Tout comme un arbre, la tour va puiser ses ressources naturelles dans son environnement proche pour réduire considérablement les efforts énergétique à déployer. Elle développera des stratégies passives pour générer du confort, de l’usage, une maîtrise des impacts sur l'environnement et une réduction des nuisances.

Dans ce cadre, un procédé à la fois innovant et vernaculaire de rafraichissement passif en été par des cheminées solaires sera mis en place L’arbre blanc : plus haute « folie » du programme architectural montpelliérain, se veut un point culminant dans la ville. Un repère urbain qui, la nuit tombée, se fera phare ou étoile, dans la skyline de la métropole régionale.

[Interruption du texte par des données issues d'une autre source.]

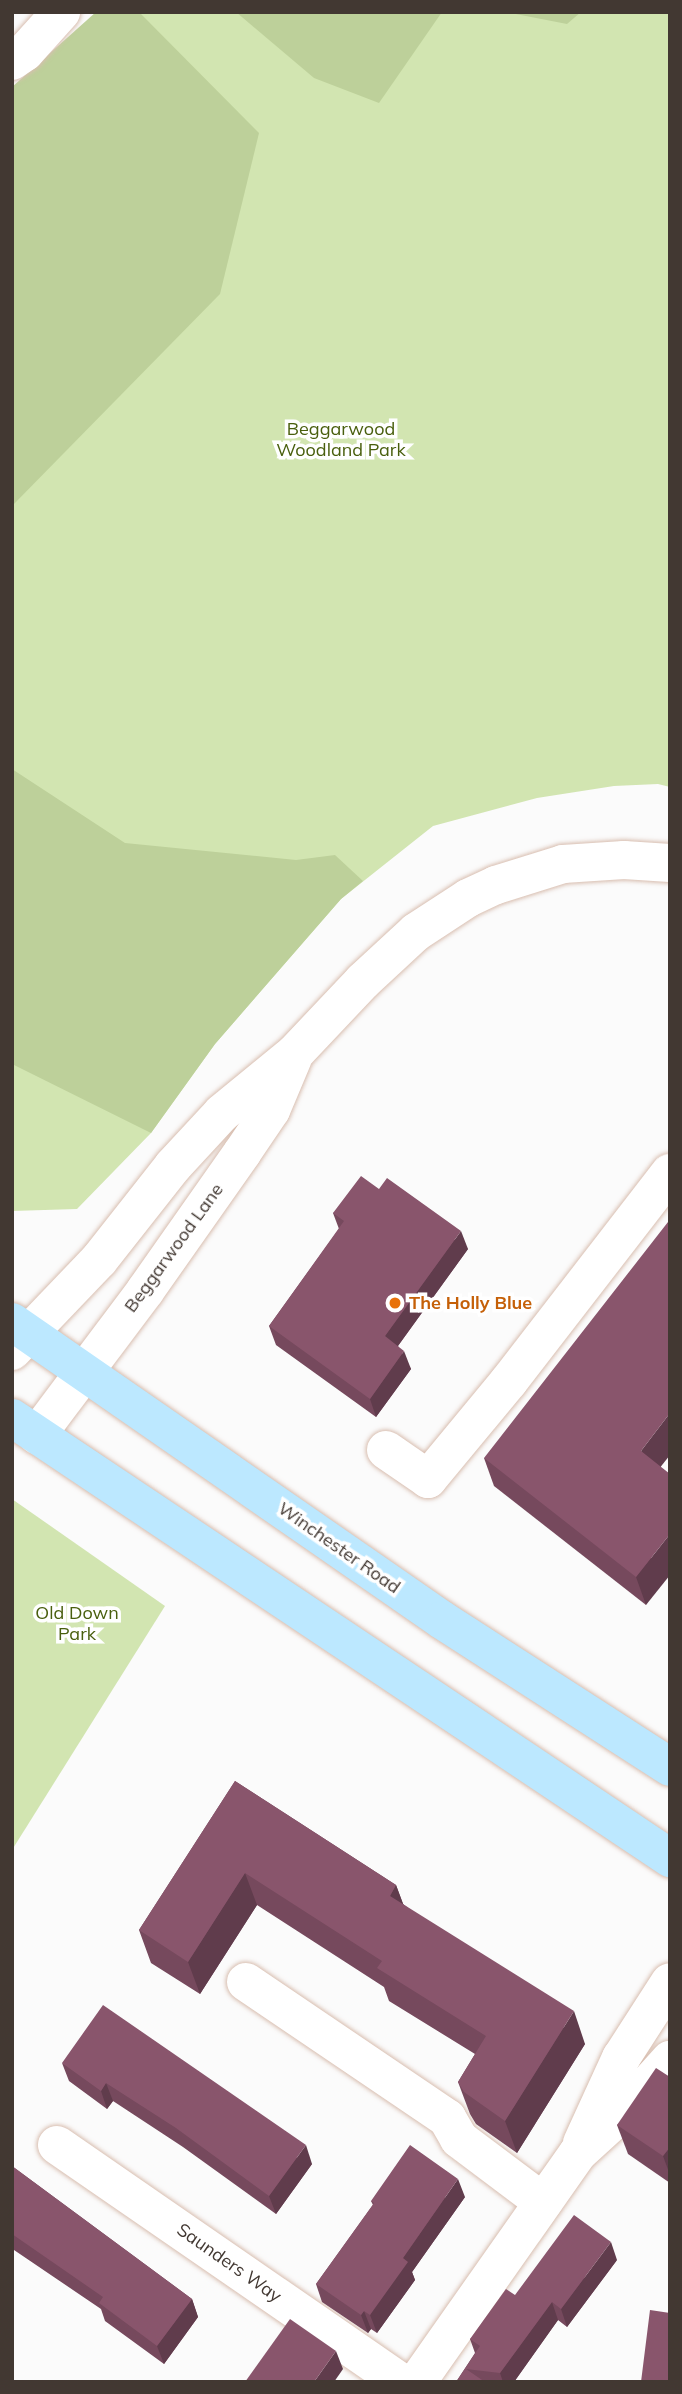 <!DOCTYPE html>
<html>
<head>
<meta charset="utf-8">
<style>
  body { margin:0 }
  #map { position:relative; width:682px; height:2394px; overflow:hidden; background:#fbfbfb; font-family:Mulish,sans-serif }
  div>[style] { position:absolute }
  .green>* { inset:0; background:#d2e5b1 }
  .forest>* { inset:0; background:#bdd09a }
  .roads { filter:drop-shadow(0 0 2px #d8beb0) drop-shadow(0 0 2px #d8beb0) }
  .minor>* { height:38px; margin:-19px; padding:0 19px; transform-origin:19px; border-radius:19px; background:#fff }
  .major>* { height:38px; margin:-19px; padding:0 19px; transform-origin:19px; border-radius:19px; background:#bce8ff }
  .wall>* { inset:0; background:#76495d }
  .shaded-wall>* { inset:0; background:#603c4c }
  .building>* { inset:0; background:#89556c }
  .dots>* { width:19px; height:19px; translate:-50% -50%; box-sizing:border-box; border:4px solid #fff; border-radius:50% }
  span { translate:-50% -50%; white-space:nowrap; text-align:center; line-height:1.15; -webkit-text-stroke:7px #fff; paint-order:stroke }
  .park-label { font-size:18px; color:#495f0e }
  .street-label { font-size:18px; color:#423832 }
  .food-label { font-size:18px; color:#c56008; font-weight:700 }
  .left { translate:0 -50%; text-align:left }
  .frame { position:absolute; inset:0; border:14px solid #423832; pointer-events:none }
</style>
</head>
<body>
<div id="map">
  <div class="green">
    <div style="clip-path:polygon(98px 12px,670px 12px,670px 787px,658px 784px,614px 786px,537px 798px,433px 826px,341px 899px,215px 1044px,151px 1133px,77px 1209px,12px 1211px,12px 97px)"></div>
    <div style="clip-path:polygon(12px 1499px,165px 1606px,12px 1850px)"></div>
  </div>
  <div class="forest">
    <div style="clip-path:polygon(96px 12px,139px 12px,259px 133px,220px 294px,12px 506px,12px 87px)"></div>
    <div style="clip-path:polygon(236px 12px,442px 12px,379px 103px,314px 78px)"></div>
    <div style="clip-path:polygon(506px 12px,581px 12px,567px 24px)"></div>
    <div style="clip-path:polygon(12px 769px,125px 843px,296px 860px,335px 855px,363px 881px,341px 899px,215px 1044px,151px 1133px,12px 1064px)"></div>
  </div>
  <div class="roads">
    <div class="minor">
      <div style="left:12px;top:61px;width:16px;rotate:-35deg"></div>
      <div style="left:25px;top:52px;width:54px;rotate:-48deg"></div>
      <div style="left:12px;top:1351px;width:126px;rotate:-46.3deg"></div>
      <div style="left:99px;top:1260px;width:120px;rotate:-51.8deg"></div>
      <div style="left:173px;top:1166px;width:72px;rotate:-47.2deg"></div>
      <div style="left:222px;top:1113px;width:94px;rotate:-39.4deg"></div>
      <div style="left:295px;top:1053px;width:99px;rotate:-46.6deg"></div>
      <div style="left:363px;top:981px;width:72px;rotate:-42.8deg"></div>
      <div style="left:416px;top:932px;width:62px;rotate:-33.2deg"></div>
      <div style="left:468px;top:898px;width:31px;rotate:-25deg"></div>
      <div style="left:496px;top:885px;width:70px;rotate:-17.4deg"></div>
      <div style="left:563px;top:864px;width:61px;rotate:-3.8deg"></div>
      <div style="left:624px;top:860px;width:46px;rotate:3.7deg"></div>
      <div style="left:37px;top:1435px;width:180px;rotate:-53.1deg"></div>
      <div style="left:145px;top:1291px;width:169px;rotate:-54.9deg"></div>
      <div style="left:242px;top:1153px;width:52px;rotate:-56deg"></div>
      <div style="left:271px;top:1110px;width:56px;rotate:-67.1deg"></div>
      <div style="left:386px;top:1450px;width:51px;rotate:34.6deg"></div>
      <div style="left:428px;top:1479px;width:127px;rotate:-50.4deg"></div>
      <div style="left:509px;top:1381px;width:263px;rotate:-52.3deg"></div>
      <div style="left:246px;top:1982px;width:243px;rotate:34.1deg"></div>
      <div style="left:447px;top:2118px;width:24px;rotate:60deg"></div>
      <div style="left:459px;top:2139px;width:105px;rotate:36.9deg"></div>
      <div style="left:582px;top:2143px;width:94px;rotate:-65.4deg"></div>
      <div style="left:621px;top:2058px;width:90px;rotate:-57.2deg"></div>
      <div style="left:57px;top:2145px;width:417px;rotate:34.6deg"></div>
      <div style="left:417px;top:2382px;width:280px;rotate:-54.9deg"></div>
      <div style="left:578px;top:2153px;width:62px;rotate:-42.4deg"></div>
      <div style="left:624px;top:2111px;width:69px;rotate:-48deg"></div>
    </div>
    <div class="major">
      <div style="left:12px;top:1322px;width:523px;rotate:34.72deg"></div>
      <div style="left:442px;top:1620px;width:271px;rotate:32.8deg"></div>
      <div style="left:12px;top:1418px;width:792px;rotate:33.77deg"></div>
    </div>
  </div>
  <div class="wall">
    <div style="clip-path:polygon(379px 1189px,468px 1249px,398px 1346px,411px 1369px,376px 1417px,276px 1345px,269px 1326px,339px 1229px,333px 1213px)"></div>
    <div style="clip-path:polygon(484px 1458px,661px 1466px,646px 1605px,494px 1486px)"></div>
    <div style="clip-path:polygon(235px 1781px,396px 1885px,403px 1904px,585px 2044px,517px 2153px,476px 2124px,470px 2114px,458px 2082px,475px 2054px,389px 2001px,384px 1987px,257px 1905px,200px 1994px,151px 1963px,139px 1930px)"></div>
    <div style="clip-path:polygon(62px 2063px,312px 2164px,276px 2214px,183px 2147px,113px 2101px,107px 2109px,69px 2081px)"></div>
    <div style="clip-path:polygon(670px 2077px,670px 2183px,628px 2154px,617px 2125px)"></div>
    <div style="clip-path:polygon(12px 2166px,192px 2299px,198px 2317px,164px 2364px,105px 2321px,101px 2309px,14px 2250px,12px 2252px)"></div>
    <div style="clip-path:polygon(465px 2197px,412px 2272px,415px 2280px,377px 2333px,371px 2329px,368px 2333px,322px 2302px,316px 2284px,373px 2205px,371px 2201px)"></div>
    <div style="clip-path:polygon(617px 2260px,567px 2327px,558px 2320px,514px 2382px,456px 2382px,475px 2353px,470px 2339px)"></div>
  </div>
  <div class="shaded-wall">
    <div style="clip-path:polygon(461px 1231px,468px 1249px,392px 1354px,385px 1336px)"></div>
    <div style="clip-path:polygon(404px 1351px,411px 1369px,376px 1417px,370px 1399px)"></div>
    <div style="clip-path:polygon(670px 1413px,670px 1455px,651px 1479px,641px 1451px)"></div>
    <div style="clip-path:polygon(670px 1534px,670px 1575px,646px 1605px,636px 1577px)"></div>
    <div style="clip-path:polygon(245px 1873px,257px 1905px,200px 1994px,188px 1962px)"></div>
    <div style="clip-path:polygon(396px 1885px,408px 1917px,390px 1896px)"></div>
    <div style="clip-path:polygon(574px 2011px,585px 2044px,517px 2153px,505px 2121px)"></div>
    <div style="clip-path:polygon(106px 2083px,113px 2101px,107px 2109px,101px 2091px)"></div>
    <div style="clip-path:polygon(306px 2145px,312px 2164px,276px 2214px,269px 2196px)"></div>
    <div style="clip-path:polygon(670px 2147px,670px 2175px,663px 2156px)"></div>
    <div style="clip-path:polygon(458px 2179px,465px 2197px,412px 2272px,415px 2280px,377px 2333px,370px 2315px,403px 2258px)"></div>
    <div style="clip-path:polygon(611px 2242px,617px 2260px,567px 2327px,561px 2309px)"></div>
    <div style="clip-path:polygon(192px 2299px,198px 2317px,164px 2364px,157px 2346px)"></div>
    <div style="clip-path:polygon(552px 2302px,558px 2320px,514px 2382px,503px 2382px,500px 2373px)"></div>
    <div style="clip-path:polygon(364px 2311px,371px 2329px,368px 2333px,361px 2315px)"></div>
    <div style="clip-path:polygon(336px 2351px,343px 2369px,334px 2382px,314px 2382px)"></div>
  </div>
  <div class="building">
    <div style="clip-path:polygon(361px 1176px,379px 1189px,387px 1178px,461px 1231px,385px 1336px,404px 1351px,370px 1399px,269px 1326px,344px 1221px,333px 1213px)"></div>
    <div style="clip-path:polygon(668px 1222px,670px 1223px,670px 1413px,641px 1451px,670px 1474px,670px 1534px,636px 1577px,484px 1458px)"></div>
    <div style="clip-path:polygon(235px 1781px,396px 1885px,390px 1896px,574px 2011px,505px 2121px,464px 2092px,458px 2082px,486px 2036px,377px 1968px,382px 1961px,245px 1873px,188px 1962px,139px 1930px)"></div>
    <div style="clip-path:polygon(103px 2005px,306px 2145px,269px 2196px,176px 2128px,106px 2083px,101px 2091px,62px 2063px)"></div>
    <div style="clip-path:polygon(656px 2068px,670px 2077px,670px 2147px,663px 2156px,617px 2125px)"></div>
    <div style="clip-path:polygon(410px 2145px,458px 2179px,403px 2258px,408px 2262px,370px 2315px,364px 2311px,361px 2315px,316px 2284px,374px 2203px,371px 2201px)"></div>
    <div style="clip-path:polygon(12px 2166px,192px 2299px,157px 2346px,99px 2303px,103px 2297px,12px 2234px)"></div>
    <div style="clip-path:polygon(670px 2214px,670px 2236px,668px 2236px)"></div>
    <div style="clip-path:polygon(574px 2215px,611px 2242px,561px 2309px,552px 2302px,500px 2373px,466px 2369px,485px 2382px,456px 2382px,480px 2346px,470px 2339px,506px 2289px,515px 2295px)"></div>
    <div style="clip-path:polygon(650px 2310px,670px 2313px,670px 2382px,641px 2382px)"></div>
    <div style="clip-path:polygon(290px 2319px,336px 2351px,314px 2382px,245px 2382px)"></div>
  </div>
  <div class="dots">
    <div style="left:395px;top:1303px;background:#e8710a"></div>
  </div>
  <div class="park-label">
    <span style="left:341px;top:440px">Beggarwood<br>Woodland Park</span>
    <span style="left:77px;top:1624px">Old Down<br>Park</span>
  </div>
  <div class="street-label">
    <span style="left:174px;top:1248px;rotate:-54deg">Beggarwood Lane</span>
    <span style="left:339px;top:1548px;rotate:35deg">Winchester Road</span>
    <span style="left:229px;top:2263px;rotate:35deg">Saunders Way</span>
  </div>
  <div class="food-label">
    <span class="left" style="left:409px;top:1303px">The Holly Blue</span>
  </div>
  <div class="frame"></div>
</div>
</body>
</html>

Un point de vue unique sur le territoire, offert à tous les habitants et les visiteurs de la ville ; point de départ d’une arborescence visuelle, d’où le regard puisse à la fois embrasser le relief alentour, la grande bleue et ses rêves d’évasion, et toute la richesse patrimoniale du Montpellier historique. Érigé en un lieu-charnière de la cité, l’arbre blanc est au fond un emblème de la Méditerranée elle même, cette mare medi terra qui a toujours constitué un carrefour, un point de liaison entre l’Europe, l’Afrique et l’Asie.